__Problem description__
After locating the line that contains "function drawText(font, color, halo, rows, align" in the data below, set down exactly that line and each one after it through the line that contains "ctx.font = font", and nothing more.

──────────

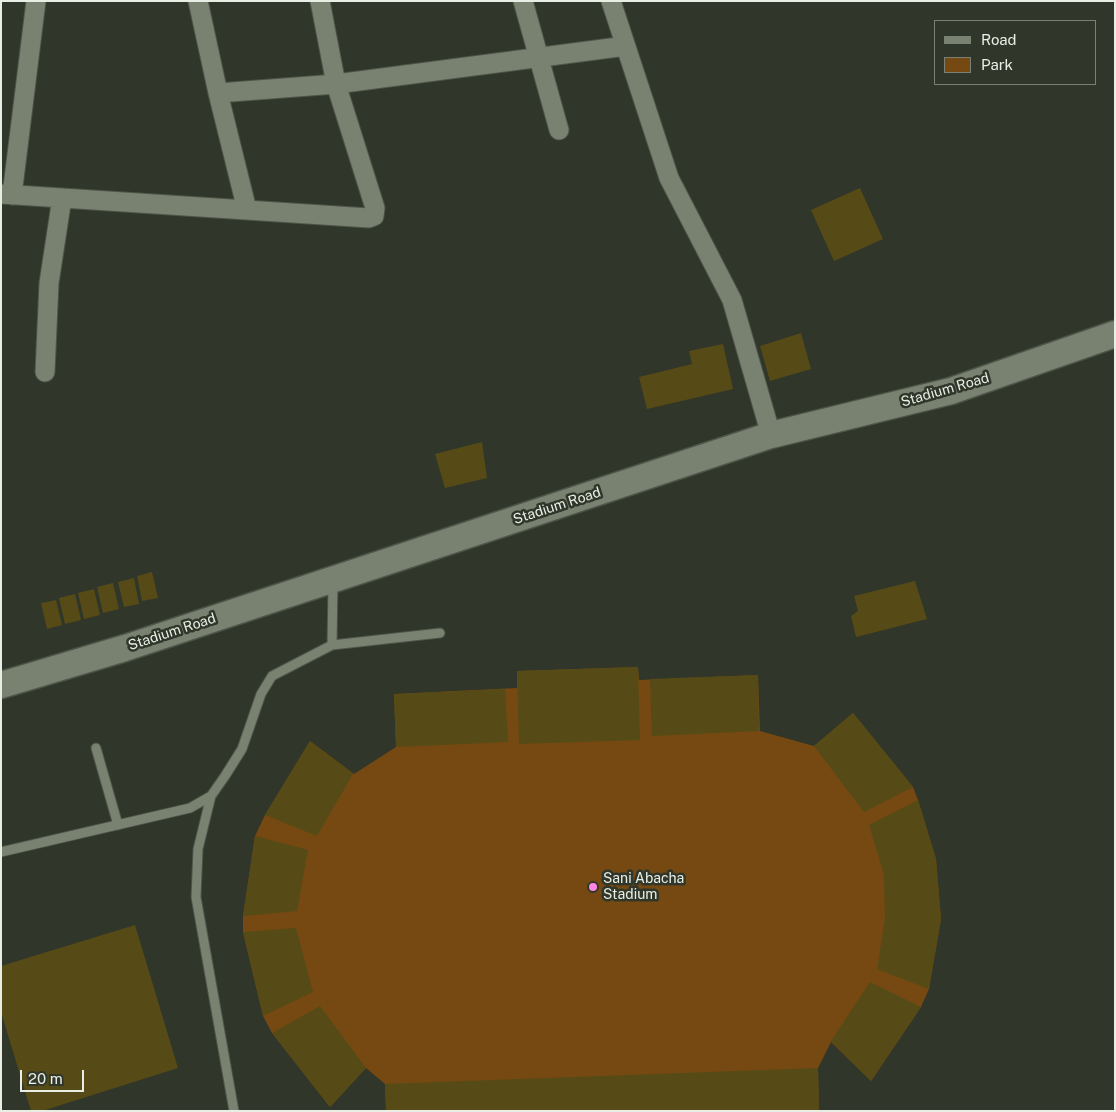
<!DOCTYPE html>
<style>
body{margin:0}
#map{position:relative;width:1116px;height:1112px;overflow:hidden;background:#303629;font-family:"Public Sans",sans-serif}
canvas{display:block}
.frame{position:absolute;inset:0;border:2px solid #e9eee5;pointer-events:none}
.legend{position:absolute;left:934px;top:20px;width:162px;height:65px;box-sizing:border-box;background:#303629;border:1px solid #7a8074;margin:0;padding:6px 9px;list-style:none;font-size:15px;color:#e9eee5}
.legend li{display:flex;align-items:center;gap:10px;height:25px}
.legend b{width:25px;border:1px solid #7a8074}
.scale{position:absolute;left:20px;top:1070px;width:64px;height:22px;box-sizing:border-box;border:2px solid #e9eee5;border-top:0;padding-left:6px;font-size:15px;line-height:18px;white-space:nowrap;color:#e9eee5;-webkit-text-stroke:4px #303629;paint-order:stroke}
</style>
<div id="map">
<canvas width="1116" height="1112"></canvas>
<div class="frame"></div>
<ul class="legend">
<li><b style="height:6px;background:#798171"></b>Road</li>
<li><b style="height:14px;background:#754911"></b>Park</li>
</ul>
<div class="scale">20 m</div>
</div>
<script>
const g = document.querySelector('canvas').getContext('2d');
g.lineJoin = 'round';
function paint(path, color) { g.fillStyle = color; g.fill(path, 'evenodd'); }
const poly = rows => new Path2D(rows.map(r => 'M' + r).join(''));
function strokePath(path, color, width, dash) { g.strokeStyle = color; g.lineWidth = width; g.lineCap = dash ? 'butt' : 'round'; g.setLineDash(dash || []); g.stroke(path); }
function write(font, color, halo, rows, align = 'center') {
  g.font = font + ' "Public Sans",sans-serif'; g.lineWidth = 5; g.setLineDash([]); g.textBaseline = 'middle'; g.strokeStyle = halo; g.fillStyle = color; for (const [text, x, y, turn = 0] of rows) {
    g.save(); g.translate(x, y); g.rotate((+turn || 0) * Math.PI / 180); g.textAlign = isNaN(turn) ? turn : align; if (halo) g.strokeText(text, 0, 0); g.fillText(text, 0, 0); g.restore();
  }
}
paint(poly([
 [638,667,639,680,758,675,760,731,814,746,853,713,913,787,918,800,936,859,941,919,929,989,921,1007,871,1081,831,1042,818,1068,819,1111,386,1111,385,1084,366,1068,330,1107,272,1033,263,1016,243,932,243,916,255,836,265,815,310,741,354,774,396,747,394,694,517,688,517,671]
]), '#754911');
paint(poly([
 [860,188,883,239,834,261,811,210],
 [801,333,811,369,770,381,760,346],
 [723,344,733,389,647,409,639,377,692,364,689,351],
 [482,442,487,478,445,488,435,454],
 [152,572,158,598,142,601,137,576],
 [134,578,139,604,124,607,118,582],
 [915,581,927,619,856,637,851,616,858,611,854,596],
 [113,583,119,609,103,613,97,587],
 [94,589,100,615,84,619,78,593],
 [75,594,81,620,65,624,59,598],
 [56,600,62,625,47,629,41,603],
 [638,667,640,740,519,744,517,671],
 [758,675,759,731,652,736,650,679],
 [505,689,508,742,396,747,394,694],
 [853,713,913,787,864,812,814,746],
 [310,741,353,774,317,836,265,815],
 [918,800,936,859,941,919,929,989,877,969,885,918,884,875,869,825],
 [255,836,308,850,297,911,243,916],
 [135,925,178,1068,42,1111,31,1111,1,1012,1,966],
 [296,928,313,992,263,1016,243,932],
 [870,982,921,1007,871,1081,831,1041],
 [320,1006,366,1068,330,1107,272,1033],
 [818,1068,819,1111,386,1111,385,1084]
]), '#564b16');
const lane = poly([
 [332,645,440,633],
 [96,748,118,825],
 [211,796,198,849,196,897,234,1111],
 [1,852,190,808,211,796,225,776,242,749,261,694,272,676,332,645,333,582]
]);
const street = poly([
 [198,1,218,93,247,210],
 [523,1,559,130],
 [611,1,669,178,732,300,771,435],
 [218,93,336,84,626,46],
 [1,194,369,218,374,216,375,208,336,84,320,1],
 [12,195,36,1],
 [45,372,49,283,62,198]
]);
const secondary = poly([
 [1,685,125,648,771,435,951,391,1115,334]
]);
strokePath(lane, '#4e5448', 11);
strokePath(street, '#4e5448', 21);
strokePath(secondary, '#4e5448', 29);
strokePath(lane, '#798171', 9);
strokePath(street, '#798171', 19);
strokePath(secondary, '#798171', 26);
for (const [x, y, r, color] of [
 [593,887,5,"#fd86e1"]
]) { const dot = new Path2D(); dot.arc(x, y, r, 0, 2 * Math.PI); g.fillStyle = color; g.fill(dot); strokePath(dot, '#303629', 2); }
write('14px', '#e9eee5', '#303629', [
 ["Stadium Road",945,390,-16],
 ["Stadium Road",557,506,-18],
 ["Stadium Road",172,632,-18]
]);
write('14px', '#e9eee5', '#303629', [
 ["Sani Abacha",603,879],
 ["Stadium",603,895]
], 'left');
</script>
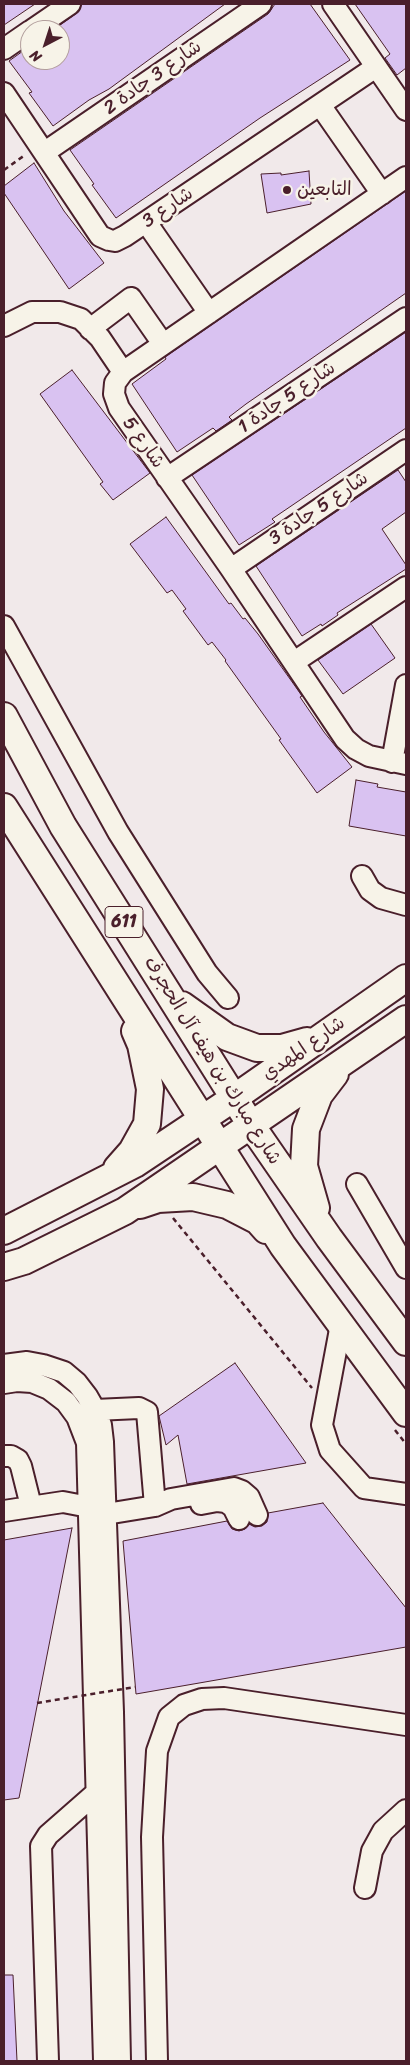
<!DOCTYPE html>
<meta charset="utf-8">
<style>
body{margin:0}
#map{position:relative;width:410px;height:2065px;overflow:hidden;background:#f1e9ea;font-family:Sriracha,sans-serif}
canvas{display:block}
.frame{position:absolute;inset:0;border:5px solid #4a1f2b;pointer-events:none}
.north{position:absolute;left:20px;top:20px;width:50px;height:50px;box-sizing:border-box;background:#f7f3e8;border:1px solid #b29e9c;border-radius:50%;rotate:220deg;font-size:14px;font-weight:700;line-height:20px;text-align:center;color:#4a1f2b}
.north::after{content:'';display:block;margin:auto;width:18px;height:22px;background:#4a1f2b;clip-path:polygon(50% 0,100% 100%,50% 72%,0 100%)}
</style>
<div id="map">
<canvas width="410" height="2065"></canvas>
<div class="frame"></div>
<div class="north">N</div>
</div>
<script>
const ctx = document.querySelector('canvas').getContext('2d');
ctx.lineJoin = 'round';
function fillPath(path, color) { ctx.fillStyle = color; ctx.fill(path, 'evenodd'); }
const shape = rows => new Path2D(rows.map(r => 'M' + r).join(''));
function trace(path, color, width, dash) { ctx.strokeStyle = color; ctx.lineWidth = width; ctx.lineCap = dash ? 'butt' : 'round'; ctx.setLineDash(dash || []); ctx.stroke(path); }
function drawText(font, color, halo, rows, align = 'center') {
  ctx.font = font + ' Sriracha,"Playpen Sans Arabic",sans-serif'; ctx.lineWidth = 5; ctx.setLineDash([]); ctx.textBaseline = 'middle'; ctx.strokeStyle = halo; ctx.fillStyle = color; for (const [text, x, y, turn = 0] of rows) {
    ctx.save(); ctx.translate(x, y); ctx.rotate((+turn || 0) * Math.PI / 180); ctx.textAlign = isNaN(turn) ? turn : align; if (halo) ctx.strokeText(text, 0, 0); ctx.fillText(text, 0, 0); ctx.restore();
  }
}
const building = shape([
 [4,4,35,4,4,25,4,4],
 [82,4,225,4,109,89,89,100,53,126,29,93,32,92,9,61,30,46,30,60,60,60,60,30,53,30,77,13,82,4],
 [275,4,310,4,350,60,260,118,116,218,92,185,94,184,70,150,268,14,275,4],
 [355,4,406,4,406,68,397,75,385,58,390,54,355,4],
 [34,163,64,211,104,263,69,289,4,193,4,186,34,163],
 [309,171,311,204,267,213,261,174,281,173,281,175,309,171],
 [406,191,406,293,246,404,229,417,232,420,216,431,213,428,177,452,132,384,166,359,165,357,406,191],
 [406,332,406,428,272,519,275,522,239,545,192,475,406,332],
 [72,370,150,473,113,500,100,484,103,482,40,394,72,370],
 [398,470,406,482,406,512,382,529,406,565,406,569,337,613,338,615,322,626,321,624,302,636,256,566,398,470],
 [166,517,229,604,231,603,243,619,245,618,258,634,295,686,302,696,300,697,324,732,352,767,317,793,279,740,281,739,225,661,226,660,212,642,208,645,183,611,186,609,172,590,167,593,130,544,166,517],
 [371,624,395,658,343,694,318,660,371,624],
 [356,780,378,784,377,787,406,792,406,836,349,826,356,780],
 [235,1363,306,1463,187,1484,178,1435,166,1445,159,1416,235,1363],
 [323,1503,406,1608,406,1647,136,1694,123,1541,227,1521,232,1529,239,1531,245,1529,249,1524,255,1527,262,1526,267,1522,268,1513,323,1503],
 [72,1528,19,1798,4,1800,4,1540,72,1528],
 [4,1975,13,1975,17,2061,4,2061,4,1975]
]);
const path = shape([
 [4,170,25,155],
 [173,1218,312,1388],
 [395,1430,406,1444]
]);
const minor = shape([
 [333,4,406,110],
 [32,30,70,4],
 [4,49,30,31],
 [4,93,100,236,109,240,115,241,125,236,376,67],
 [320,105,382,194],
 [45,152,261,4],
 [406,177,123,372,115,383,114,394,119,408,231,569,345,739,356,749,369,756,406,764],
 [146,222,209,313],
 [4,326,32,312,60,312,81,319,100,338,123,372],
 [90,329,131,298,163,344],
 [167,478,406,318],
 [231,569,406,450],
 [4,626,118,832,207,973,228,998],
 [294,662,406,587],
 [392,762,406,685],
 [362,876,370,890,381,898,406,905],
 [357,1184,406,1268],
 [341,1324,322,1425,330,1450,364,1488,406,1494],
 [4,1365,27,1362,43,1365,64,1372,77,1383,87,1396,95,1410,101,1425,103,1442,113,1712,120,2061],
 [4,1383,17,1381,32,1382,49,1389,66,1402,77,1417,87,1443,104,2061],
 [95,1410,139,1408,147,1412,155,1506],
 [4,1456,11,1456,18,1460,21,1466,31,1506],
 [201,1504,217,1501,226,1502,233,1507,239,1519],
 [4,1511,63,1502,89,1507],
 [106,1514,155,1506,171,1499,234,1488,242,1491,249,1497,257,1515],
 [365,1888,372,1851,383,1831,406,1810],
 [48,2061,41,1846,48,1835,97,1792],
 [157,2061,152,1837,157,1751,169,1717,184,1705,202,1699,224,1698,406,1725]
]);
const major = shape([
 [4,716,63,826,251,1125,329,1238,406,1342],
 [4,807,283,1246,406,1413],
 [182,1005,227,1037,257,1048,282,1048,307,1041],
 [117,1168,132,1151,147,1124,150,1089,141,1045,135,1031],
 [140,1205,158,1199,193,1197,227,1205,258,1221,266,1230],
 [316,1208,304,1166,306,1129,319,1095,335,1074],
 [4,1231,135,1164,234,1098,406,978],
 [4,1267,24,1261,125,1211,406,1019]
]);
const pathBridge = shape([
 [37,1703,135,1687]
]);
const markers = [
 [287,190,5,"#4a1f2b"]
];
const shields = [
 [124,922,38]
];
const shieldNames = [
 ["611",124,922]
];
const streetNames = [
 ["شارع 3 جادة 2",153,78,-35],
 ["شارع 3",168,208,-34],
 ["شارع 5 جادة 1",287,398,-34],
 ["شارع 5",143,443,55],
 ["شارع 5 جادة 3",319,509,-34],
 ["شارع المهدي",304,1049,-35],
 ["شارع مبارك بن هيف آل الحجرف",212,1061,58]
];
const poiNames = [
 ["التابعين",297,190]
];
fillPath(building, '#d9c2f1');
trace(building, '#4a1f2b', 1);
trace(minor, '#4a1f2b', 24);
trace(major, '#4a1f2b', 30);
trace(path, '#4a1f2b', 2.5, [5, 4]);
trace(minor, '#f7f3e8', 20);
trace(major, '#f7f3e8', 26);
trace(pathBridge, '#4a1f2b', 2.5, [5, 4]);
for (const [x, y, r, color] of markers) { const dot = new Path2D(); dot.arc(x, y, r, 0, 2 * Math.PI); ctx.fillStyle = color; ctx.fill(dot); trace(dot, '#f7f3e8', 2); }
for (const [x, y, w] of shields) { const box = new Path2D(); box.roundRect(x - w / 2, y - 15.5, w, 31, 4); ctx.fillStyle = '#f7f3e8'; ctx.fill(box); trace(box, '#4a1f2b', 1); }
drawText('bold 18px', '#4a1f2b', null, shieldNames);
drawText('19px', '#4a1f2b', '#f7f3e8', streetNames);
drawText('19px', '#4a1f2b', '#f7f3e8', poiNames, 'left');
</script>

──────────

__Final answer__
function drawText(font, color, halo, rows, align = 'center') {
  ctx.font = font + ' Sriracha,"Playpen Sans Arabic",sans-serif'; ctx.lineWidth = 5; ctx.setLineDash([]); ctx.textBaseline = 'middle'; ctx.strokeStyle = halo; ctx.fillStyle = color; for (const [text, x, y, turn = 0] of rows) {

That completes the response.